In terms of the 11 key indicators, the research found a mixed bag in terms of performance among the 15 cities. The mixed bag results reflects the possibility for broad gains in some instances, although in others, reflects local geography – such as more severe winters.
When it comes to the energy efficiency index developed from the 11 indicators, Bilbao and Zaragoxa take the number one spots, on 85.1 and 81 respectively. Both have low transport energy consumption, largely due to not utilising private transport options, as well as low consumption per resident, both ranking in the top five.
The worst performers on the list are Valencia and Gijon, at 66.8 and 64.2 respectively. Both cities perform relatively well in transport consumption, at 2.2 MWh apiece, however, they perform relatively poorly in terms of consumption per resident, at 9.7 MWh and 9.4 MWh per year per home. Both cities spend considerably more energy on white appliances than others, as well as incurring higher heating energy expenditure.
Towards energy efficiency
The research also sought to identify the potential energy saving from the introduction of energy saving measures into the wider economies of the 15 cities considered. The authors note that they envisage four key factors in determining the potential energy saving per sector, including “1) all improvements are based on volumes of activity per city and sub-sector, in 2015; (2) only currently available technologies are considered according to their existing improvement potential; (3) a decade is considered the time frame – long enough to allow for public policy to be defined and implemented, and short enough for forecasts to be meaningful; (4) we have considered profitable investments only, as defined by current energy prices and technological costs.”
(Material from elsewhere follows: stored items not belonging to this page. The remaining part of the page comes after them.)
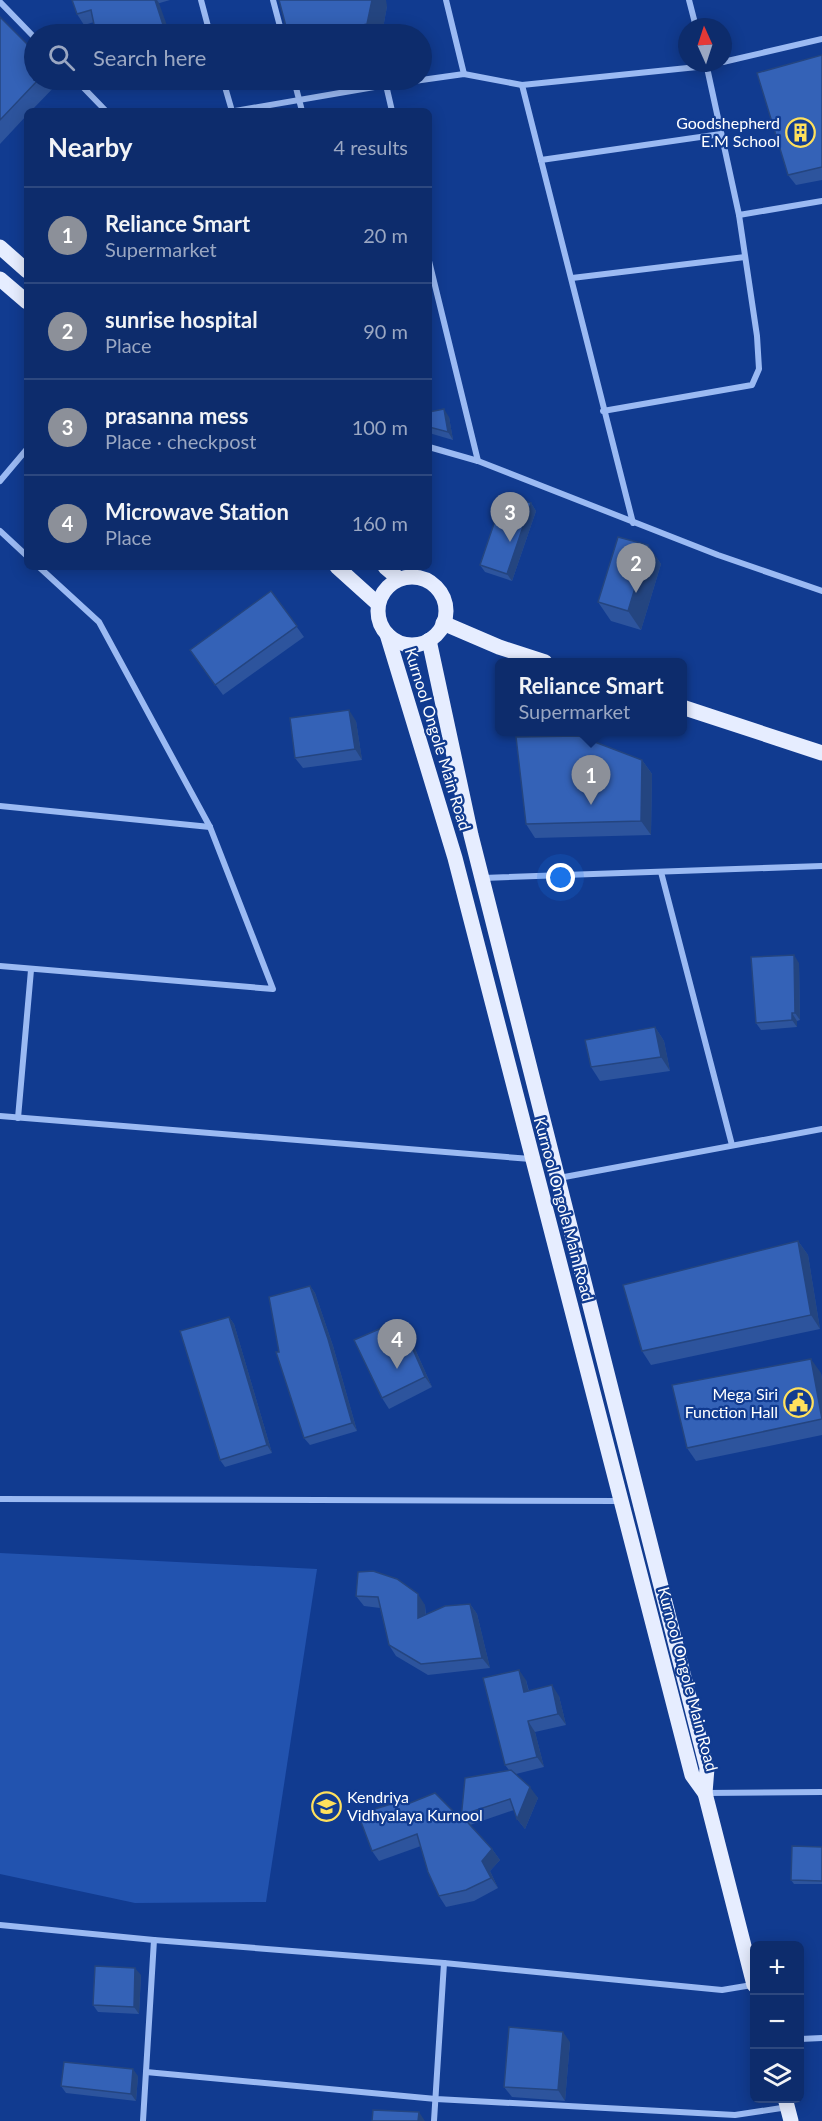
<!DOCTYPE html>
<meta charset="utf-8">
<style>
:root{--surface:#0d2c6c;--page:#163472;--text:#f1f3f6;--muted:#9aa7c2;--line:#2d487f;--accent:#8c9099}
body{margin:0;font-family:Lato,sans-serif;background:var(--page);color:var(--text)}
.controls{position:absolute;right:18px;bottom:18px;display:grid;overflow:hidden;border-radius:9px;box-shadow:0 3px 15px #0003}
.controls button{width:54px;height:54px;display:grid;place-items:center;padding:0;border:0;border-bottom:2px solid var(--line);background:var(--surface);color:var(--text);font:30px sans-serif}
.compass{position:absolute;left:678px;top:18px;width:54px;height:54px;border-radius:50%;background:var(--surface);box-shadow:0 3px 15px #0003;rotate:357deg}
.you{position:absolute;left:561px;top:878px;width:21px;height:21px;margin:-15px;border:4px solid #fff;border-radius:50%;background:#1a73e8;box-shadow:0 0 0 9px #1a73e833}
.badge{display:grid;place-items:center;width:39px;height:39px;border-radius:50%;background:var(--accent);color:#fff;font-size:20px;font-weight:700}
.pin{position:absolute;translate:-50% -50px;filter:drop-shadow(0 2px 3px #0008)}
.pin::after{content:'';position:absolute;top:32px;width:21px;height:18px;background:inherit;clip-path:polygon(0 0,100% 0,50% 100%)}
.popup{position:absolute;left:495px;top:658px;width:192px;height:78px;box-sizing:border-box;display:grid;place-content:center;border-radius:9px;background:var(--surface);filter:drop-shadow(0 2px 4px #0005);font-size:20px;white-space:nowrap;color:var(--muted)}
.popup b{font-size:22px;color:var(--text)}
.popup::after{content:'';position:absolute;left:50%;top:100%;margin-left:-12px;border:12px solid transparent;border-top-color:var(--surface)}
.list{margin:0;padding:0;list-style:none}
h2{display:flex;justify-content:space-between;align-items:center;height:78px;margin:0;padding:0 24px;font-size:26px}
h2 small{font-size:20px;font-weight:400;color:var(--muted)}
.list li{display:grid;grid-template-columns:39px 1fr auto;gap:18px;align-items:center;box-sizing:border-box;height:96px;padding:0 24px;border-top:2px solid var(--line)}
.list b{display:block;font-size:22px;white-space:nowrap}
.list p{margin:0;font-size:20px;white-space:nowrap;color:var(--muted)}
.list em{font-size:20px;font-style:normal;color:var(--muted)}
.icon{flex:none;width:33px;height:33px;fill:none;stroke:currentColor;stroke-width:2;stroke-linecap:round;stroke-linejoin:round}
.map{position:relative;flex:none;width:822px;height:2121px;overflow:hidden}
.search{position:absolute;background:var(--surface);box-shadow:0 3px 15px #0003;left:24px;top:24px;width:408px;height:66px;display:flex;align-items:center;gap:15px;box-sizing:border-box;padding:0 21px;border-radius:33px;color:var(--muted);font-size:22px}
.panel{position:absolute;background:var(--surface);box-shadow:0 3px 15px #0003;left:24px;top:108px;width:408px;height:462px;border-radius:9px}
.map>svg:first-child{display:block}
</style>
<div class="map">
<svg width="822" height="2121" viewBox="0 0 822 2121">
<rect width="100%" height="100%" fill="#113b90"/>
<!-- green -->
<path fill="#2253af" d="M0,1553L317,1569L266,1902L135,1903L0,1874Z"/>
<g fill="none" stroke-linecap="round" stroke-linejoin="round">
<!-- street -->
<g stroke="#9bbaf3" stroke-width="6">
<path d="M201,0L210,34"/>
<path d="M273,0L282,34"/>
<path d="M446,0L464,74"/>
<path d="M689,0L696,27"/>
<path d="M0,2L34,37"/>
<path d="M723,62L822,39"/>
<path d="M706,63L739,215L822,201"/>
<path d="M76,80L106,111"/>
<path d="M223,80L232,111"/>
<path d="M294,80L302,111"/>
<path d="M386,85L392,111"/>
<path d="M522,85L633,523"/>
<path d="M235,111L386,85L464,74L522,85L707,66L720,63"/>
<path d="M541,160L721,134"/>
<path d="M429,261L478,461"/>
<path d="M572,278L745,257"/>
<path d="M603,411L752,385L759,369L757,336L739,215"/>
<path d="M429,447L478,461L718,555L822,591"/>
<path d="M0,481L27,449"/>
<path d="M0,531L27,556"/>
<path d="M407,567L409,577"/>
<path d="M0,806L210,827"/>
<path d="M661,872L732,1145"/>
<path d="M483,878L822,866"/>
<path d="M0,966L273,989L210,827L99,622L39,567"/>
<path d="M0,1116L531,1159"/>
<path d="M18,1118L31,970"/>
<path d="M559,1178L822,1129"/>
<path d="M0,1499L619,1501"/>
<path d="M705,1793L822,1792"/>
<path d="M0,1925L154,1940L444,1963L722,1990L752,1985"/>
<path d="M800,2039L822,2038"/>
<path d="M146,2072L436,2099L735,2115L788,2107"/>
<path d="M143,2121L154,1940"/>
<path d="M434,2121L444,1963"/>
</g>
<!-- primary -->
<g stroke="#e6edff" stroke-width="15">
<path d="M0,247L27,271"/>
<path d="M0,279L27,302"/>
<path d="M337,567L378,604"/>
<path d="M385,567L399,579"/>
<circle cx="412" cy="611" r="34"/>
<path d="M443,623L499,647L545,662"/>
<path d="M387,634L455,858L692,1775L705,1793"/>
<path d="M429,640L471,835L707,1768L705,1793L754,1985"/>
<path d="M682,707L822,753"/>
<path d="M785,2098L791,2121"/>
</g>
</g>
<!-- wall -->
<g fill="#2d549d">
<path d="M72,0H170L84,25L77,14Z"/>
<path d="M387,6L382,34H288Z"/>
<path d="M0,17L34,80H59L60,81L31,111H27V115L0,144Z"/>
<path d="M822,55V180L796,185L788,175Z"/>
<path d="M429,412L449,417L453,440L429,433Z"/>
<path d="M531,503L536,511L512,581L485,572L480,565Z"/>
<path d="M648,545L661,564L641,630L611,621L598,602Z"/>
<path d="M271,591L304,637L223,695L190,650Z"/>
<path d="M356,721L362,760L303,768L295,758Z"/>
<path d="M642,760L652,774L651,835L535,838L526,824Z"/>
<path d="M799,963L800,1020L797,1021V1027L761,1030L756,1023Z"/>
<path d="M655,1027L664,1041L670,1071L600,1081L591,1067Z"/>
<path d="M798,1241L808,1255L820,1329L651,1365L642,1351Z"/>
<path d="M310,1286L315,1293L333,1346L357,1431L310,1445L304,1438L279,1352Z"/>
<path d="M229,1317L234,1324L272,1453L225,1467L220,1460Z"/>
<path d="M400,1320L407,1331L432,1387L389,1409L382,1398Z"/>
<path d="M821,1373L822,1380V1435L696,1461L687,1448Z"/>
<path d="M358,1572L425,1605L426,1615L470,1604L477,1614L490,1668L428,1675L396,1656L389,1645L380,1608L364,1606L356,1596Z"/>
<path d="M526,1680L529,1691L559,1696L566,1725L535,1732L544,1767L516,1774L538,1798L525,1829L517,1819L514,1810L470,1825L492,1849L500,1860L490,1871L498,1888L474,1901L446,1907L439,1896L421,1846L379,1861L372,1851L411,1802L461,1819L465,1778L509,1770L505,1765Z"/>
<path d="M822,1847V1884H794L791,1880Z"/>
<path d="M141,1975L139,2014L98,2012L93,2005Z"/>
<path d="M570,2042L565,2101L512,2097L504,2087Z"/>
<path d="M138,2076L136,2101L66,2093L61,2086Z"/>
</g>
<!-- shaded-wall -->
<g fill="#244580">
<path d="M155,0H157L159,3L170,34H166Z"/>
<path d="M372,0H386L387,6L382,34H374L367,24Z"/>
<path d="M444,409L449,417L453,440L448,432Z"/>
<path d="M531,503L536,511L512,581L507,574Z"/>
<path d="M648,545L661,564L641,630L628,611Z"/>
<path d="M349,710L356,721L362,760L355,749Z"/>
<path d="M642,760L652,774L651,835L641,821Z"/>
<path d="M794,955L799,963L800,1020L795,1013Z"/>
<path d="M792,1013L797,1021V1027L792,1020Z"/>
<path d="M655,1027L664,1041L670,1071L661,1057Z"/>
<path d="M798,1241L808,1255L820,1329L811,1315Z"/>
<path d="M310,1286L315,1293L333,1346L357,1431L352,1423Z"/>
<path d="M229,1317L234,1324L272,1453L267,1445Z"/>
<path d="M400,1320L407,1331L432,1387L425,1377Z"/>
<path d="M811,1359L821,1373L822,1380V1418Z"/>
<path d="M418,1594L425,1605L426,1629L418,1618Z"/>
<path d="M470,1604L477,1614L490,1668L482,1658Z"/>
<path d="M519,1670L526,1680L531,1703L524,1692Z"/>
<path d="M552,1685L559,1696L566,1725L558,1714Z"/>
<path d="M528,1721L535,1732L544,1767L537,1757Z"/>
<path d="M530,1787L538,1798L525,1829L517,1819Z"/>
<path d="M492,1849L500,1860L490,1871L498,1888L491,1878L482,1861Z"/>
<path d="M135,1968L141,1975L139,2014L134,2007Z"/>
<path d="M563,2032L570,2042L565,2101L558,2090Z"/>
<path d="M133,2069L138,2076L136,2101L131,2094Z"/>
<path d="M419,2112L425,2121H418Z"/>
</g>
<!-- building -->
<g fill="#3462b7" stroke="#244580" stroke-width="1.5">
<path d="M72,0H155L166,34H96L91,10L77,14Z"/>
<path d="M279,0H372L367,24L324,34H288Z"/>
<path d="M0,17L34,51V80H38L0,120Z"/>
<path d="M822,55V167L788,175L757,73Z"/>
<path d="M444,409L448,432L429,427V412Z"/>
<path d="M504,494L531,503L507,574L480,565Z"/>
<path d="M618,537L648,545L628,611L598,602Z"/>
<path d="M271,591L297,626L215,685L190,650Z"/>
<path d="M349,710L355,749L295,758L290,718Z"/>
<path d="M579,736L642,760L641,821L526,824L516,737Z"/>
<path d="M794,955L795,1013H792V1020L756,1023L751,957Z"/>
<path d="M655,1027L661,1057L591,1067L585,1040Z"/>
<path d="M798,1241L811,1315L642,1351L623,1285Z"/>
<path d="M310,1286L328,1339L352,1423L304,1438L276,1352H279L269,1297Z"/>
<path d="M229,1317L267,1445L220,1460L180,1331Z"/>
<path d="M400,1320L425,1377L382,1398L354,1340Z"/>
<path d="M811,1359L822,1419L687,1448L672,1385Z"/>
<path d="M373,1571L397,1579L418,1594V1618L445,1606L470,1604L482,1658L421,1664L389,1645L378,1597L356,1596L358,1572Z"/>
<path d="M519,1670L524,1692L552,1685L558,1714L528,1721L537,1757L505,1765L483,1678Z"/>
<path d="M511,1770L530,1787L517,1819L510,1799L461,1815L492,1849L482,1861L491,1878L466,1890L439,1896L428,1872L417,1834L372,1851L358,1814L408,1799L410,1803L435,1793L461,1819L465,1778Z"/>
<path d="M792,1846L822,1847V1881L791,1880Z"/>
<path d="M95,1966L135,1968L134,2007L93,2005Z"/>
<path d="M509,2027L563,2032L558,2090L504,2087Z"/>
<path d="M64,2062L133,2069L131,2094L61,2086Z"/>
<path d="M373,2110L419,2112L418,2121H372Z"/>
</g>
<!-- icons -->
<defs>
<symbol id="building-ring" viewBox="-11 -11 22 22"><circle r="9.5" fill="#113b90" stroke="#ffe05c" stroke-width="1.5"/><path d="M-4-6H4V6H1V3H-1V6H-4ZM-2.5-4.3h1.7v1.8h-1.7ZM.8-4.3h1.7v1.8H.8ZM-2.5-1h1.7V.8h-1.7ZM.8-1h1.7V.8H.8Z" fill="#ffe05c"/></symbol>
<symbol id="civic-ring" viewBox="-11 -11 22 22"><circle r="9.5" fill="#113b90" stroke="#ffe05c" stroke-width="1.5"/><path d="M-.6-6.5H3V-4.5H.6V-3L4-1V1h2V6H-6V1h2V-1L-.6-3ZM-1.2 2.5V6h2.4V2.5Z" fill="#ffe05c"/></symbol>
<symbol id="school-ring" viewBox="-11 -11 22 22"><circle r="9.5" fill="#113b90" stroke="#ffe05c" stroke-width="1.5"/><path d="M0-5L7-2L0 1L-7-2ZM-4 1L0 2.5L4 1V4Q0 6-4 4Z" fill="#ffe05c"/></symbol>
</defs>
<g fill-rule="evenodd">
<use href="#building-ring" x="784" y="116" width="33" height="33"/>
<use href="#civic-ring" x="782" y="1386" width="33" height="33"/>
<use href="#school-ring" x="310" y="1790" width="33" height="33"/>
</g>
<g text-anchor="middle" stroke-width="4.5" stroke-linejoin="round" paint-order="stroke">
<!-- poi labels -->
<g font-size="16" fill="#fff" stroke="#113b90" text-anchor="end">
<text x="780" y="129">Goodshepherd<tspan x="780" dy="18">E.M School</tspan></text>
<text x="778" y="1400">Mega Siri<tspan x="778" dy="18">Function Hall</tspan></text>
<text x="347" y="1803" text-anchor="start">Kendriya<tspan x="347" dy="18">Vidhyalaya Kurnool</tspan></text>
</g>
<!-- street labels -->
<g font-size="16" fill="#fff" stroke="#113b90">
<text transform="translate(438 739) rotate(73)" y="6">Kurnool Ongole Main Road</text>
<text transform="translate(564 1209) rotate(75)" y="6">Kurnool Ongole Main Road</text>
<text transform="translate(688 1679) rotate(75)" y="6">Kurnool Ongole Main Road</text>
</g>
</g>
</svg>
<div class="controls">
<button>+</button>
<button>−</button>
<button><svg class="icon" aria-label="layers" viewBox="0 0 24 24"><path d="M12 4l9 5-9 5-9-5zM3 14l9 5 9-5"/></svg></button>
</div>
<svg class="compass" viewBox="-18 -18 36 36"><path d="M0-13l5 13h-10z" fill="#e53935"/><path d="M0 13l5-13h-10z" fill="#9aa7c2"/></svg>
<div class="you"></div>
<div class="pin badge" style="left:591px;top:805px">1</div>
<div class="popup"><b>Reliance Smart</b>Supermarket</div>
<div class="pin badge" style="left:636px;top:593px">2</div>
<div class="pin badge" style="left:510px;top:542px">3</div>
<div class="pin badge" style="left:397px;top:1369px">4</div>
<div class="search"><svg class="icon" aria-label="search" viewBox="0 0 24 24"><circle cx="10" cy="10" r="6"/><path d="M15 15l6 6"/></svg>Search here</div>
<section class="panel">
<h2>Nearby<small>4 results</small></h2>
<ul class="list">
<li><span class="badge">1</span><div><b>Reliance Smart</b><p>Supermarket</p></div><em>20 m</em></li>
<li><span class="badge">2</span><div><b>sunrise hospital</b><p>Place</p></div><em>90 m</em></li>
<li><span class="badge">3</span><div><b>prasanna mess</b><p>Place · checkpost</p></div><em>100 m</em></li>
<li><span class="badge">4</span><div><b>Microwave Station</b><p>Place</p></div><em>160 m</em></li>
</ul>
</section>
</div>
Using the above criteria as a basis, the consulting firm calculates that an average saving of -37% is possible across the 15 cities surveyed, accounting for a drop from 8.55 MWh per inhabitant to 5.4 MWh per inhabitant. The biggest savings would occur in the residential segment, at -1.46 MWh, followed by the services segment at -1.08 MWh, while transport would see a -0.61 MWh drop.
The biggest savings would come from improving the housing stock across the 15 cities, many of which have relatively poor energy ratings. The move would include replacing inefficient heating systems with more advanced systems – such as low-temperature boilers – or by improving the insulation of households. The services sector too would benefit considerably from more efficient insulation and heating, as well as more efficient lighting systems. Electrification of public transport, and electrification of vehicles more widely, would reduce the energy consumption of the transport sector.
The implementation of energy efficiency measures would have considerable environmental and social benefits. The study finds that energy efficiency measures resulting in the -37% drop in total energy consumption per inhabitant per year would “reduce CO2 emissions by 18.8 million tons, which, excluding the heavy industry, represents 30% of the reduction target for Spain in 2030.” A reduction in the use of fossil fuel in cities would have considerable public health benefits. The WHO estimates that air pollution is responsible for the deaths of 6,800 citizens every year in Spain, the saving set out by the firm would see a 25% drop in ppm concentration of fine particles, reducing yearly deaths. Finally, consumers would save up to €3.4 billion every year.
The investment cost for local authorities to bring about the changes across the 15 cities stands at around €11 billion. The biggest investments include €4 billion to upgrade and insulate the residential housing stock, and the electrification of the bus systems, at €3.2 billion. A further €2.3 billion would allow businesses to improve their overall performance in terms of energy consumption.